C’est là qu’il se serait choisi ce nom en référence à ses origines. Il suit les leçons de Benedictus Brognolius, professeur de latin et de grec à Venise. Il se fixe lui-même dans cette ville où il devient lui aussi professeur puis correcteur d’imprimerie. Puis il entre dans les ordres pour, on le pense, se consacrer, à l’histoire. Il écrit notamment une œuvre dont le titre est Commentarius de bello ferrariensi, ab anno 1482 ad annum 1484 qui traite des guerres entre Ferrare et Venise, dans les années 1480. Mais, il découvre ce que Strabon, géographe grec du 1er siècle a écrit de son île natale et il n’apprécie pas … On peut le comprendre. Voyons donc..
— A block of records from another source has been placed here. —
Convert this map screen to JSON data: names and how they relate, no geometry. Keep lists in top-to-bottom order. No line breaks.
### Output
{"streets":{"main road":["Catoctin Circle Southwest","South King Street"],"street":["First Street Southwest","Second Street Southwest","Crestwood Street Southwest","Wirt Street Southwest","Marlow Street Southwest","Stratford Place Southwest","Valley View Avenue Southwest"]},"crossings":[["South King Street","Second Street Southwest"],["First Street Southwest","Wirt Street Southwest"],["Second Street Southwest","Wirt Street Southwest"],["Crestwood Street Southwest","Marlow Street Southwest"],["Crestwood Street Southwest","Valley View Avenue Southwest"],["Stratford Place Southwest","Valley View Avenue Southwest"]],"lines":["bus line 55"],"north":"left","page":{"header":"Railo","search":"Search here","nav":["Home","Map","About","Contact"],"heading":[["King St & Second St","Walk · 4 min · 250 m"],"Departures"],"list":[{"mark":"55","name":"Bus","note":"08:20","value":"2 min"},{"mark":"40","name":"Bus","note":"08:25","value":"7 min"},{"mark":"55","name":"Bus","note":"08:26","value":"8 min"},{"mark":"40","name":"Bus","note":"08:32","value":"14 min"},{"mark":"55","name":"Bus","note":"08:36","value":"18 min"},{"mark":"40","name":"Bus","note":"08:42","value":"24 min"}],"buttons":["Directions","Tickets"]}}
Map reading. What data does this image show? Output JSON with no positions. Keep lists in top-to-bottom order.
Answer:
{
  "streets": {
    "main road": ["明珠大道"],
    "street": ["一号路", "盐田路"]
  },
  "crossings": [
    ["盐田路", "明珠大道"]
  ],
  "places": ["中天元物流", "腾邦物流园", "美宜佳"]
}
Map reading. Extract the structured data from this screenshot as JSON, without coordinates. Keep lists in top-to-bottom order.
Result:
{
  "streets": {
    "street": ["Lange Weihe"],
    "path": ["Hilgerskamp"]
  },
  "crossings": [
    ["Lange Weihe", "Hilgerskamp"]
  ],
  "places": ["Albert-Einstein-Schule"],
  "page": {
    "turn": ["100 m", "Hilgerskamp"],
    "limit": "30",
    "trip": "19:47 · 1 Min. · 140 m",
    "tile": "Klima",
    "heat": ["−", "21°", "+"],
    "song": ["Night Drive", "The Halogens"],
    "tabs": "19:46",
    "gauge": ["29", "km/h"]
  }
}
« ..L’île de Cyrnos que les Romains nomment Corsica, est un pays affreux à habiter, vu la nature âpre du sol et le manque presque absolu de routes praticables, qui fait que les populations confinées dans les montagnes et réduites à vivre de brigandages, sont plus sauvages que les bêtes fauves. C’est ce qu’on peut du reste vérifier sans quitter Rome, car il arrive souvent que les généraux romains fassent des descentes dans l’île, attaquent à l’improviste quelques une des forteresses de ces barbares et enlèvent ainsi un grand nombre d’esclaves ; on peut alors observer de près la physionomie étrange de ces hommes farouches comme les hommes des bois ou abrutis comme les bestiaux, qui ne supportent pas de vivre dans la servitude, ou qui, s’ils se résignent à ne pas mourir, lassent par leur apathie et leur insensibilité les maîtres qui les ont achetés, jusqu’à leur faire regretter le peu d’argent qu’ils leur ont coûté. Il y a cependant certaines portions de l’île qui sont, à la rigueur, habitables, et où l’on trouve même quelque petites villes, telles que Blésinon, Charax, Eniconiæ et Vapanes… »
Il compose en réponse « De rebus corsisis libri IV, usque ad annum 1506 » où il retrace en latin, pour les érudits donc, une histoire de la Corse des origines jusqu’au XVe siècle, et fait l’éloge de cette île et de ses habitants, libres et vertueux. Cette œuvre a été imprimée pour la première fois en 1738, dans le vingt-quatrième volume de la collection de Muratori.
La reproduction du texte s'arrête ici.